Winning Ways: Leave Your Mark

The movie Mr. Holland’s Opus tells the fictional story of Glenn Holland, a man with hopes of being a great composer. He takes a job as a high school music teacher, but it’s just to pay the rent while he works on his true goal. Nights and weekends he’s busy composing one memorable piece of music that can leave his mark on the world.

But life keeps interrupting his plans. One year at the high school becomes two, then five, then fifteen. And then one day the school board shuffles old Mr. Holland out for early retirement. He packs his desk. His wife and grown son come to fetch him.

Leave Your Mark LogoWalking down the school’s wide, empty hallways, he hears a sound in the auditorium. He investigates.

And there in the auditorium are hundreds of his students from his years of teaching—many now old themselves—dozens of his colleagues, both current and former, hundreds of friends, fans, and well-wishers: The room is packed. All have gathered to say thank you.

On the stage, waiting for him, is an orchestra made up of Mr. Holland’s students through the years. Unbeknownst to him, they’ve been preparing to perform Mr. Holland’s Opus—the composition that, across four decades, he hammered out and tinkered with, polished, discarded, recovered, reworked, but never finished.

They play it now.

But of course we all know by now what Mr. Holland’s opus really is. It isn’t his composition. It’s the people he impacted: Students and colleagues and family whom his passions and convictions have helped and shaped.

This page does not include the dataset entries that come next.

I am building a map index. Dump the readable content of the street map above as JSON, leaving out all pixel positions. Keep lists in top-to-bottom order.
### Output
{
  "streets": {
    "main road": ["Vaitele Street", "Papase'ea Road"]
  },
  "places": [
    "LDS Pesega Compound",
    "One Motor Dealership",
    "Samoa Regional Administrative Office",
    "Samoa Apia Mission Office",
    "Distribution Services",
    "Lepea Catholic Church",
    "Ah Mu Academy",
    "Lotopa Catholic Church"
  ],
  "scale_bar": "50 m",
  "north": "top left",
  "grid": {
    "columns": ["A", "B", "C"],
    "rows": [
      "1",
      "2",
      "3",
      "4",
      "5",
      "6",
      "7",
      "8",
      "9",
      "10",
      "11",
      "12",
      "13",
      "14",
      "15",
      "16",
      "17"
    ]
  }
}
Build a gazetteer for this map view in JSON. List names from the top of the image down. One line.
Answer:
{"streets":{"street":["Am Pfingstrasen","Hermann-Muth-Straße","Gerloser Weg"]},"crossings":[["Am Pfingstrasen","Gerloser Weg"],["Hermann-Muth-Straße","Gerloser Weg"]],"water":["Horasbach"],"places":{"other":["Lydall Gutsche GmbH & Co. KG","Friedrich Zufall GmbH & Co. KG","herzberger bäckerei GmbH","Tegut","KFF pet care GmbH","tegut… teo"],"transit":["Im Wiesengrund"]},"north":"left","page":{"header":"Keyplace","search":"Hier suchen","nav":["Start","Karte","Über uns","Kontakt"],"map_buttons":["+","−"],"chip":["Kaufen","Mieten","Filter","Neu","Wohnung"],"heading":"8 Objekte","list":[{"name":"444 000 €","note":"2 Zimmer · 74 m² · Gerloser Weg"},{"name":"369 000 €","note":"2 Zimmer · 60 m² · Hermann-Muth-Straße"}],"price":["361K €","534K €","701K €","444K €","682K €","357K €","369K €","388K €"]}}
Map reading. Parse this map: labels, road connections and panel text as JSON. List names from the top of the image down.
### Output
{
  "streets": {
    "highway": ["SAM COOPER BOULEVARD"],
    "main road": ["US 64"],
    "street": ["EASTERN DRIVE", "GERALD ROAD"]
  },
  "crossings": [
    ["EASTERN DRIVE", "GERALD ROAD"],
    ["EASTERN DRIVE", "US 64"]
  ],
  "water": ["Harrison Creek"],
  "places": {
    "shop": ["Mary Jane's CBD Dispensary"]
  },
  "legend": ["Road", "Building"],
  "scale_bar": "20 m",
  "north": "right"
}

Who will be playing your opus?

This Sunday we’ll begin a four-week series called “Leave Your Mark.” It’s about becoming a person of influence. It’s for parents and coaches and teachers and managers and civic leaders and anyone else who knows the importance of influence. As I’ve studied Paul’s first missionary journey in Acts 13-14, I’m reminded of what it takes to impact others.

This Sunday we’ll begin the series with a look at 13:1-12. Here we discover that influence requires us to deal with whatever can interfere with our influence. Whether its peer pressure upon your teenager, or self-doubt within your team, or the dark forces of spiritual oppression surrounding a family member, your positive influence has to come to terms with this negative interference.

Join us at 10 a.m. each Sunday morning in November for this important series!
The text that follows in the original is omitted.